*Instructions to follow:*
Anywhere the string "body" shows up in the listing below, copy the line it is in.

*Supplied information:*
* * * * * * * * *

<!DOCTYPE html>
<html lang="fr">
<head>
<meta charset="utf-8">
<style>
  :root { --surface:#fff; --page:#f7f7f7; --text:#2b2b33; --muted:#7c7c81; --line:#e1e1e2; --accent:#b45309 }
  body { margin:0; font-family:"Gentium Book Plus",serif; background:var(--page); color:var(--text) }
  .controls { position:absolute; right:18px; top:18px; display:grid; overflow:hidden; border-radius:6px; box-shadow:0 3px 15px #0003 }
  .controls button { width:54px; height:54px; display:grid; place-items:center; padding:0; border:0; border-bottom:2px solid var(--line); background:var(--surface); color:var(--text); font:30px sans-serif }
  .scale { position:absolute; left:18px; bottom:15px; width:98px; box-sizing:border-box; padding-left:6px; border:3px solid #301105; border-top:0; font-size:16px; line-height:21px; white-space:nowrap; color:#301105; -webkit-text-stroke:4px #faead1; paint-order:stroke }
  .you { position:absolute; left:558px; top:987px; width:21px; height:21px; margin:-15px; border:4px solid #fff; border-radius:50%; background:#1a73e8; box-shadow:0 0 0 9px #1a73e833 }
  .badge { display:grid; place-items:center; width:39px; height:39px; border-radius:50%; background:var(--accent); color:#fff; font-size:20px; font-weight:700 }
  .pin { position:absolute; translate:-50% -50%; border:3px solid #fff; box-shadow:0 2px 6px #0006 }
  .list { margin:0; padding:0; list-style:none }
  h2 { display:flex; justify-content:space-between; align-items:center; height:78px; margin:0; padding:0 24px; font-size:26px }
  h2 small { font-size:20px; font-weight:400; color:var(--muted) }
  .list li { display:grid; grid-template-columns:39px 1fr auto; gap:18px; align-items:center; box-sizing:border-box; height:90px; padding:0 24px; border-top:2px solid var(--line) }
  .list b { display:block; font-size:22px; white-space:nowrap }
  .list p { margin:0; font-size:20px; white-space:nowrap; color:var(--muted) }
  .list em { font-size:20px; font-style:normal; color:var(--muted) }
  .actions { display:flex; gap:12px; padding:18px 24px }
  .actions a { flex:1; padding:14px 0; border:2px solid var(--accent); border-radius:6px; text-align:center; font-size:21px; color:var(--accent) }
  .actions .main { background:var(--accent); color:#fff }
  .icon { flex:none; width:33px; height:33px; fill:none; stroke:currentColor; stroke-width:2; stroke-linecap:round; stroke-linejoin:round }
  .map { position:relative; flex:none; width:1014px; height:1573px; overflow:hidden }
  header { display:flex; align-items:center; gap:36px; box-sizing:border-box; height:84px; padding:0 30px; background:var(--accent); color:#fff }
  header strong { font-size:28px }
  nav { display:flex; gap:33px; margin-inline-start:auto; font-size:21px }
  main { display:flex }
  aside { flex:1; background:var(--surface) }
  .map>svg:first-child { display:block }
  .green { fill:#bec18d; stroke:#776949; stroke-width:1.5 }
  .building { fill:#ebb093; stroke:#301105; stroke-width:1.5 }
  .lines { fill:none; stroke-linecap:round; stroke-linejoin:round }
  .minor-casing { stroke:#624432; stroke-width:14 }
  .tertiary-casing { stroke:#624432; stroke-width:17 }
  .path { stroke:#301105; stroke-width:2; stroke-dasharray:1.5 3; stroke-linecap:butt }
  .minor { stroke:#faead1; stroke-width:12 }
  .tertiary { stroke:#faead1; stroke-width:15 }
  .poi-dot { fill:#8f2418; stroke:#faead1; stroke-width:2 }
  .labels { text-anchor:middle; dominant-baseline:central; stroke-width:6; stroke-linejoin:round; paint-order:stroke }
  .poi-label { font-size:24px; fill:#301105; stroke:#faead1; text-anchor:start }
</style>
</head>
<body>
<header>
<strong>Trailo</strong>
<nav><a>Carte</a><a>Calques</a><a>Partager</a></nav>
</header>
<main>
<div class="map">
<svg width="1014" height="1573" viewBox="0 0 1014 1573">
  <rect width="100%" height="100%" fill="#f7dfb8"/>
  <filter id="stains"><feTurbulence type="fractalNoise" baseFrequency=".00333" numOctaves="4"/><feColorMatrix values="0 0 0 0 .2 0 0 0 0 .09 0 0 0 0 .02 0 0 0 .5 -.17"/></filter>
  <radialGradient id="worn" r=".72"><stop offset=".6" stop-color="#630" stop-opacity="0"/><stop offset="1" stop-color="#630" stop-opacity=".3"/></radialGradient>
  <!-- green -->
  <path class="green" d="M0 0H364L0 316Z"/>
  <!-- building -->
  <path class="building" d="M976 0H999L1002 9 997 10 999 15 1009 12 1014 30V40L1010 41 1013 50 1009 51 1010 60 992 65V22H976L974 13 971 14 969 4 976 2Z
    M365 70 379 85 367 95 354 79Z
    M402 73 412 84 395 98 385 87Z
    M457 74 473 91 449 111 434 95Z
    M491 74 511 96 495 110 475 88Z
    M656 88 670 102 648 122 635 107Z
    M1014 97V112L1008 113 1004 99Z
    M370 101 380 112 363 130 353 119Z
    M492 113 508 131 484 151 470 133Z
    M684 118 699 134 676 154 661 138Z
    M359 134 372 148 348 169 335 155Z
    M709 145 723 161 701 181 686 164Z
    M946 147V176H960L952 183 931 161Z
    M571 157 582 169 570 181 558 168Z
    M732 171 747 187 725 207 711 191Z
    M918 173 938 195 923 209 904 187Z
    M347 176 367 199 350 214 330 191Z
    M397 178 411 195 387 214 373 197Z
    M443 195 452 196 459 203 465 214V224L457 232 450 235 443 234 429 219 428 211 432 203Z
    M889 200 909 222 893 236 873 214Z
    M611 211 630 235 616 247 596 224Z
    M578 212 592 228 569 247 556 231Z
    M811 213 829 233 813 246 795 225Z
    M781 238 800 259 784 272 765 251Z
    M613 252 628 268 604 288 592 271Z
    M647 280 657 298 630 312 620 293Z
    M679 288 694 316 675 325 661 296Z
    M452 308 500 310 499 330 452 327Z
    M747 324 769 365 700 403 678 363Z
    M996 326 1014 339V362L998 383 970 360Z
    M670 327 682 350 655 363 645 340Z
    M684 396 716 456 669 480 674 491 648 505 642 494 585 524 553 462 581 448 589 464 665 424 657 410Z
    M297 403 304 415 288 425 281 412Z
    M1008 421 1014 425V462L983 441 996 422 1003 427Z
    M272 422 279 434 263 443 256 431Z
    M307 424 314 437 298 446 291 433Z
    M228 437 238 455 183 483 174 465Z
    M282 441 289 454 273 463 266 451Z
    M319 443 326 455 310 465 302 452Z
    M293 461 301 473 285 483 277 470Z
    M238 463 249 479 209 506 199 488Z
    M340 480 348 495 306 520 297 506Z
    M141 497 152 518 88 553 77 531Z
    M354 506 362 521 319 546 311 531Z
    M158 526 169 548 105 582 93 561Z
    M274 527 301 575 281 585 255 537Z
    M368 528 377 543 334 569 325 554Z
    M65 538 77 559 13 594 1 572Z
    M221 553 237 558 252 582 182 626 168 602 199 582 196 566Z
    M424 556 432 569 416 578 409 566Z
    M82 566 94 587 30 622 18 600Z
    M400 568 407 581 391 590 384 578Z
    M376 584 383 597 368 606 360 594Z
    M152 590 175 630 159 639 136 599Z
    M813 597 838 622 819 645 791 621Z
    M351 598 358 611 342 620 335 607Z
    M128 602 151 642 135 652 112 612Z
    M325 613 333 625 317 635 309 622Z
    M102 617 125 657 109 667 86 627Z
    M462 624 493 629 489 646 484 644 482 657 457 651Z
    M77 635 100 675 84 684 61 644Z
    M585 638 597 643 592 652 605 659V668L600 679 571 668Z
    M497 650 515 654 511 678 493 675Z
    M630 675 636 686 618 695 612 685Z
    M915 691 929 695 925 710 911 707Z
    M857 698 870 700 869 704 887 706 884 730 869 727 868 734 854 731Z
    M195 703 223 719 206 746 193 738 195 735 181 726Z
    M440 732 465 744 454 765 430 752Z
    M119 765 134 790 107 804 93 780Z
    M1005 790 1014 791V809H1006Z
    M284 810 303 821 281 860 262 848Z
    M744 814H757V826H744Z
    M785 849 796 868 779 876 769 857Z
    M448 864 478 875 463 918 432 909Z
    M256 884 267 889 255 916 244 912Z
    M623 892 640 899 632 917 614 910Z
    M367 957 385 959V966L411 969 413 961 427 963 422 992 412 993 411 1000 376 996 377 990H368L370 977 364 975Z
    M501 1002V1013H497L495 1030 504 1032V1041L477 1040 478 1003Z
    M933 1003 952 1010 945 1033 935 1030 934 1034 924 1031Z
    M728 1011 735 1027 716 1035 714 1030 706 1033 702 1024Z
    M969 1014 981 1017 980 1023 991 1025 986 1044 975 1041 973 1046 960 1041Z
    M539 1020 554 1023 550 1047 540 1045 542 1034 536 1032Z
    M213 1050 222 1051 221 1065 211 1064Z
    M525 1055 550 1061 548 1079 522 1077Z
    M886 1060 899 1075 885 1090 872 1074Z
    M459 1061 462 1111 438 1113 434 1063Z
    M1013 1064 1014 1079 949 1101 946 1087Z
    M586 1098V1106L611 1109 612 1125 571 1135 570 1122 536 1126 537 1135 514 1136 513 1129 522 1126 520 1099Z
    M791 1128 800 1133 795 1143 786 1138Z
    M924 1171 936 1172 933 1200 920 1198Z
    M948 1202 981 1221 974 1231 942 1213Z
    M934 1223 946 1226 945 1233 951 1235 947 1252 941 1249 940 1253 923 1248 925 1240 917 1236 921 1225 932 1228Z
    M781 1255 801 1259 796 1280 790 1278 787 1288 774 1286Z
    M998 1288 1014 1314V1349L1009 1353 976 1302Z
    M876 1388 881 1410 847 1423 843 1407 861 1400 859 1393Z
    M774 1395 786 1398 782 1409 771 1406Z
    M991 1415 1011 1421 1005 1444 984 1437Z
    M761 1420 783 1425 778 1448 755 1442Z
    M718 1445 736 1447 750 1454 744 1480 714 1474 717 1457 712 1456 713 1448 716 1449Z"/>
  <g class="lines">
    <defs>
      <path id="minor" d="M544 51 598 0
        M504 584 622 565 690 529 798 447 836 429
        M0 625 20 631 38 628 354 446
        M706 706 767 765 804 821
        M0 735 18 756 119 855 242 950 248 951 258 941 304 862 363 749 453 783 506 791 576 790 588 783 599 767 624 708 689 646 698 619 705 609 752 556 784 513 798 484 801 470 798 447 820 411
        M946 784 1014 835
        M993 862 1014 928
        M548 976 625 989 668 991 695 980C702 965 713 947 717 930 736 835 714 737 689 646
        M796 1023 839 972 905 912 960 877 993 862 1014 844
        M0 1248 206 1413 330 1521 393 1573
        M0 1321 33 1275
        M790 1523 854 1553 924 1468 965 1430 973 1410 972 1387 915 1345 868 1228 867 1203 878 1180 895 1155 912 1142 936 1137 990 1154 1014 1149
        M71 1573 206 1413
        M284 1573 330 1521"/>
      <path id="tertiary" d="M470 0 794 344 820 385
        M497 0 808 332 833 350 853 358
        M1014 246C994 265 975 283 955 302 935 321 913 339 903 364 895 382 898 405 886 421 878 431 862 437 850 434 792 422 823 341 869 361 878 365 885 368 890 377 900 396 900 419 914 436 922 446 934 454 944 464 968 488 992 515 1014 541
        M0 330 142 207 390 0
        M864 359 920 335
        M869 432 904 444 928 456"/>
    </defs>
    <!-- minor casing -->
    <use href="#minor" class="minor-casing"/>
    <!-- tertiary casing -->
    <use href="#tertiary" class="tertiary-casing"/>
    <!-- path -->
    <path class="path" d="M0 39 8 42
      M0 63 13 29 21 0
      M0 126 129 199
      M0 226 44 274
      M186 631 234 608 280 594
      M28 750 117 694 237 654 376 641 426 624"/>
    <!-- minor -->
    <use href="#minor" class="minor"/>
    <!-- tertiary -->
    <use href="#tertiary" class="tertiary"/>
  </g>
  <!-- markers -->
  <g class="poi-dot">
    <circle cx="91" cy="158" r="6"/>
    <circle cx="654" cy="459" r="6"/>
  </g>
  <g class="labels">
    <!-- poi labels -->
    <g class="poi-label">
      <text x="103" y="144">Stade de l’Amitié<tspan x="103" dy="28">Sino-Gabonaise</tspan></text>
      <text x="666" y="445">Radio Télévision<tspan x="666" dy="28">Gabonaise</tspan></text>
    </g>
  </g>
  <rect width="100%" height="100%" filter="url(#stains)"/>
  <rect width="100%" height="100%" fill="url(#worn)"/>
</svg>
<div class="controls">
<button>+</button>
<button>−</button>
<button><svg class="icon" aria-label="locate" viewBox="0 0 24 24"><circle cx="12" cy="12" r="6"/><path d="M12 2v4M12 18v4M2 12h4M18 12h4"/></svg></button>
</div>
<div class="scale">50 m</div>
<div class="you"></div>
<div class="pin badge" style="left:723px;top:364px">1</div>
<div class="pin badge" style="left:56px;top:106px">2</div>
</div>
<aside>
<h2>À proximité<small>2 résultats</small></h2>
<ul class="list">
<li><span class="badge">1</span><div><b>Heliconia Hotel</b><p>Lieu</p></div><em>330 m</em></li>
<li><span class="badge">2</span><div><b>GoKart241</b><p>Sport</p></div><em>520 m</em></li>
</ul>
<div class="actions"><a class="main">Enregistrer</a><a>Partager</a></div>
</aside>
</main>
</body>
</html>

* * * * * * * * *

*The answer:*
  body { margin:0; font-family:"Gentium Book Plus",serif; background:var(--page); color:var(--text) }
<body>
</body>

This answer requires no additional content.